Fig. 4. Therapeutic effect of mastoparan is specific to MC activation.

(A) Quantification of lesion sizes at indicated days after infection of MC-depleted mice and vehicle or mastoparan treatment (n = 6 to 7). Note that healing rates in MC-depleted mice were slower than that in MC-sufficient mice due to larger initial lesions. Data represent two independent experiments. (B) Degranulation of MC/9 cells expressed as β-hexosaminidase release by 25 μM mastoparan, MP-6I, and Duke Mast F. (C) Amino acid sequence and MIC (minimum inhibitory concentration) for mastoparan or each of its analogs. (D) Cytotoxicity of mastoparan or its analogs measured by LDH assay 4 hours after incubation of L929 cells at a concentration of 50 μM. (E) Quantification of lesion sizes in each treatment group (n = 5). Data were analyzed via unpaired two-tailed Student’s t test or one-way ANOVA. Error bars represent SEM. *P < 0.05, **P < 0.01.

Fig. 5. Treatment with MCA promotes regenerative healing.

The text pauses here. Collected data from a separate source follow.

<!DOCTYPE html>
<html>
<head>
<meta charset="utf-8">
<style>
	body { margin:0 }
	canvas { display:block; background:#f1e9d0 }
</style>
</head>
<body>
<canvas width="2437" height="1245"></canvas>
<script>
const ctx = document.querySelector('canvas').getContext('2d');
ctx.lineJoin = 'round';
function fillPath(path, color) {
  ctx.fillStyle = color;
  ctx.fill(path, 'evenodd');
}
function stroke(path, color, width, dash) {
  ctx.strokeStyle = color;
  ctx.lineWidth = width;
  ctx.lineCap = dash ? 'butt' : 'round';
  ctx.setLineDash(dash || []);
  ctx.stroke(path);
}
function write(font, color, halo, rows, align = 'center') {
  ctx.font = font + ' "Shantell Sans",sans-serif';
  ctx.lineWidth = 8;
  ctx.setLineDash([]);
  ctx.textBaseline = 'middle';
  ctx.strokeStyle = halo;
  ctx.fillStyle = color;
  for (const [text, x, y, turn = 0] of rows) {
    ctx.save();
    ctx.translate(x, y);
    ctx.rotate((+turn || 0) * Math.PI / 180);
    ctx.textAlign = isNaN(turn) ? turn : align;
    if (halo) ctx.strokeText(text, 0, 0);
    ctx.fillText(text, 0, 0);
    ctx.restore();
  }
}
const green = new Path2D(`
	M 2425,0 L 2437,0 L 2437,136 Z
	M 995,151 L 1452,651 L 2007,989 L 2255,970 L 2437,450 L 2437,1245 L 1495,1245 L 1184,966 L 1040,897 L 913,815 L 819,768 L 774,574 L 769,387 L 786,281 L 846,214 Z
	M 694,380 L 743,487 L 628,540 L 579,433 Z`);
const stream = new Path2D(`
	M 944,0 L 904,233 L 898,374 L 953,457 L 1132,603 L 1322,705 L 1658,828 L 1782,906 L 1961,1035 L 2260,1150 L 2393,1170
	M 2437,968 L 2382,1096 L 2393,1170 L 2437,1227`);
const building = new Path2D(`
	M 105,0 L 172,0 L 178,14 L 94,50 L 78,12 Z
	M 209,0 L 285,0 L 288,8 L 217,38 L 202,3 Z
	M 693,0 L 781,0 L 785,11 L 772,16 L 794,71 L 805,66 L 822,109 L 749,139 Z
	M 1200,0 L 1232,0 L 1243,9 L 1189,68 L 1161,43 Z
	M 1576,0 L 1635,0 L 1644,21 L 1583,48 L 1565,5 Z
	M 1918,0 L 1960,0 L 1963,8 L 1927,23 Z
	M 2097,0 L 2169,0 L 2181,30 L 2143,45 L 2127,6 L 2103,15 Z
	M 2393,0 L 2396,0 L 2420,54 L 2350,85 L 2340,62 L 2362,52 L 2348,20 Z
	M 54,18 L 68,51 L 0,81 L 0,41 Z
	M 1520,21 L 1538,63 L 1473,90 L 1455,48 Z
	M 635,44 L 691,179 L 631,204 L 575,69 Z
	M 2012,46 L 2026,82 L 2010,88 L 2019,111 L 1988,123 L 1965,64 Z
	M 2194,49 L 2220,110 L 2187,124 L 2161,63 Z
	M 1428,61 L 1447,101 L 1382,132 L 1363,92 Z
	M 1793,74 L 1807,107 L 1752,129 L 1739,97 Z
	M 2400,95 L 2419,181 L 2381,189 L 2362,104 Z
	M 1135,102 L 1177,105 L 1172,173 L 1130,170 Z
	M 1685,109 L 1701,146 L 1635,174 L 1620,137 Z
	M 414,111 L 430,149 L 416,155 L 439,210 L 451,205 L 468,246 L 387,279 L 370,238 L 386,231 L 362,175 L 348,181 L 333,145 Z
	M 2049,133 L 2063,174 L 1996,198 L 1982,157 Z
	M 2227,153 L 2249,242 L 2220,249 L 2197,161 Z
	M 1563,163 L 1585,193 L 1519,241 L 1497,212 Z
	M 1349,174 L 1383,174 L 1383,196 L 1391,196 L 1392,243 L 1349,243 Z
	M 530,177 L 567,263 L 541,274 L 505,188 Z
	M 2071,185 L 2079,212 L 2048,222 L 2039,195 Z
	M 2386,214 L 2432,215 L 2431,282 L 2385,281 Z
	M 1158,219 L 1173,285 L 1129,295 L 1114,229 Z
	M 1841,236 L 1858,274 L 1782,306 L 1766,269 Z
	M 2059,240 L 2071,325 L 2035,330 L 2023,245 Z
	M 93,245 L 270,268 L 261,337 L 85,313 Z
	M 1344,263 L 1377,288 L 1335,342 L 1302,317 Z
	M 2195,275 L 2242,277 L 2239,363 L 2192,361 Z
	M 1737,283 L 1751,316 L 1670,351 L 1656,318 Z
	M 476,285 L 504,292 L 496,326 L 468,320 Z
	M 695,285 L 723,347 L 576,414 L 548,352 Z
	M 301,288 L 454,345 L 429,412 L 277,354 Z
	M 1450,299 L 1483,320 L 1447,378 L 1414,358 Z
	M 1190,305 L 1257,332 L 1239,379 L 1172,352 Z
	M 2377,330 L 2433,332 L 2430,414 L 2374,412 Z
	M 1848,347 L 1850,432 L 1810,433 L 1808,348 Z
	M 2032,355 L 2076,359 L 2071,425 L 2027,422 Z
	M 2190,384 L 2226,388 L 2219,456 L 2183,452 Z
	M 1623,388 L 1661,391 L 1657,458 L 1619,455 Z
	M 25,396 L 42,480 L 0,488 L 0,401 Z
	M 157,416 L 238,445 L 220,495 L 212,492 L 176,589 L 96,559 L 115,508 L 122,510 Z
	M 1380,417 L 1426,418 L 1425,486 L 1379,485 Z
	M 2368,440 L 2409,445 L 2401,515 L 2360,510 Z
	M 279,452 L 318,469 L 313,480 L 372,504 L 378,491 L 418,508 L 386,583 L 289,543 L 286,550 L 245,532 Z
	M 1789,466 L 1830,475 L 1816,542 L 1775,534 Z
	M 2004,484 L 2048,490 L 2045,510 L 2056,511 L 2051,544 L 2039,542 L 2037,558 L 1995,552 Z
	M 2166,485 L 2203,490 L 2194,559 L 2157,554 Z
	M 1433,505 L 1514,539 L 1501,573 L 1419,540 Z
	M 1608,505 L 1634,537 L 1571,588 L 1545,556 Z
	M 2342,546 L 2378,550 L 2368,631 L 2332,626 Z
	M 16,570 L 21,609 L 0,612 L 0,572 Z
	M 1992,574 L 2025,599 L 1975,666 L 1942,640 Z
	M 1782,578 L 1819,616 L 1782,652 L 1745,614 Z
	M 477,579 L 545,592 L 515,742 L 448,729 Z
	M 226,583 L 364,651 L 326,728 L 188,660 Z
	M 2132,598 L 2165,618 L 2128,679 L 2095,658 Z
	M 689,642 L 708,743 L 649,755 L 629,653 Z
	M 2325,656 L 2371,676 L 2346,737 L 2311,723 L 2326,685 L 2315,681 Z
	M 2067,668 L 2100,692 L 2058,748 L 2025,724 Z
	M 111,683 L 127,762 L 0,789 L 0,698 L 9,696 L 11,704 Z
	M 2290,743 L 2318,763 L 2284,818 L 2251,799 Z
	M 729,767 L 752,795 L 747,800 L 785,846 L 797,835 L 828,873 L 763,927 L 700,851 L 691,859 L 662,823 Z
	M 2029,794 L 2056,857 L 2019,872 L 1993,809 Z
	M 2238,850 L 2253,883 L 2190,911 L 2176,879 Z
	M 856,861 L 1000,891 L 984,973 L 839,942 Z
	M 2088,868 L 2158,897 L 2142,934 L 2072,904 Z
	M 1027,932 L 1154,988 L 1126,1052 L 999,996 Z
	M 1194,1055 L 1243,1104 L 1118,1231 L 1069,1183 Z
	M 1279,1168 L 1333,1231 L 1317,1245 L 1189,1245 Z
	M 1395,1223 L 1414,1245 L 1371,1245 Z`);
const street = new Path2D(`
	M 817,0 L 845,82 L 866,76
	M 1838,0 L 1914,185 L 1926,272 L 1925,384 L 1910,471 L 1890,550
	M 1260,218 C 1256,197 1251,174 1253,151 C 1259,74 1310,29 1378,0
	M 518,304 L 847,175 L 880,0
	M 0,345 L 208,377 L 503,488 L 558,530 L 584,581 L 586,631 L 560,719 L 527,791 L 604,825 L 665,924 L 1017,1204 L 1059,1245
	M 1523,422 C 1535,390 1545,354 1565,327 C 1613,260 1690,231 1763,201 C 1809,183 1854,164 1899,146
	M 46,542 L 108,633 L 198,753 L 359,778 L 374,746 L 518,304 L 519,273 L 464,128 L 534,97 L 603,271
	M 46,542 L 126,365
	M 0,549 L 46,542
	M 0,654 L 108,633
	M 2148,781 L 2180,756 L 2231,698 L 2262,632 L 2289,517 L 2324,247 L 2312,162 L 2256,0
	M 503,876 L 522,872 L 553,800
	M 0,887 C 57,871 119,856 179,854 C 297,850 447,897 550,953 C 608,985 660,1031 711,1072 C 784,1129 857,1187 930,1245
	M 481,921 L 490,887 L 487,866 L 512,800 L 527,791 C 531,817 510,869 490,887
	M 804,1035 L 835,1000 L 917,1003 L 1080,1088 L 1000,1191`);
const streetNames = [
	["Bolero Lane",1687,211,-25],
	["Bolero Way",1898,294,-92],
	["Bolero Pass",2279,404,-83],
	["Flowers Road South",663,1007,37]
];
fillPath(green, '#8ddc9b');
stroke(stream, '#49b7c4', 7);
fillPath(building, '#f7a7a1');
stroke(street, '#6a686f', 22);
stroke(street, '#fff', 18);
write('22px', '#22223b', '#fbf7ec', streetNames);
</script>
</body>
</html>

(A) Representative images of skin scars from different mouse groups taken on day 28 after infection. Arrowheads indicate the length of scars. (B) Representative cryosections from scarred regions. The sections taken were perpendicular to the long axis of the scar. Arrowheads define the area of scar regions devoid of hair follicles. Scale bar, 500 μm. The graph on the right represents area of the scar in each group measured using ImageJ (n = 4). (C) Representative flow cytometry plots depicting the CD11b⁺CD301b⁺ DDC population in skins of mice of indicated groups. Cells within the CD45⁺CD64^loCD11c⁺ gate are shown. Graph shows skin CD301b⁺ DDCs as percentage of total live cells (n = 3 to 5). Data are representative of at least two independent experiments. Data were analyzed via unpaired two-tailed Student’s t test or ANOVA. Error bars represent SEM. *P < 0.05, **P < 0.01. p.i., postinfection; WT, wild type.

Fig. 6. MCA boosts adaptive immunity and controls reinfection.

(A) Weight of PNs and total number of cells in the PN 24 hours after footpad injection of WT mice with saline, 10 μg of mastoparan, or mastoparan 17, or MC-depleted mice with mastoparan (Cre⁺ mastoparan group). (B) Numbers of CD11c⁺ IA/IE⁺ antigen-presenting cells, LCs, and CD103⁺ DCs in PNs 24 hours after various treatments described above. Data are representative of two independent experiments. (C) Schematic showing experimental plan and graph depicting IgG geometric mean titer (GMT) against whole S. aureus cells in sera collected on day 21 after infection from mice infected with S. aureus and treated with vehicle, mastoparan, or mastoparan 17 for 2 weeks or in sera of uninfected (naïve) mice (n = 5). (D) Lesion size 24 hours after reinfection with 10⁸ S. aureus of mouse groups described above (n = 5). Note that the lesion sizes were larger since the bacteria were not coated with microbeads (see Materials and Methods). Data were analyzed via unpaired two-tailed Student’s t test or ANOVA. Error bars represent SEM. *P < 0.05, **P < 0.01, ***P < 0.001. ELISA, enzyme-linked immunosorbent assay.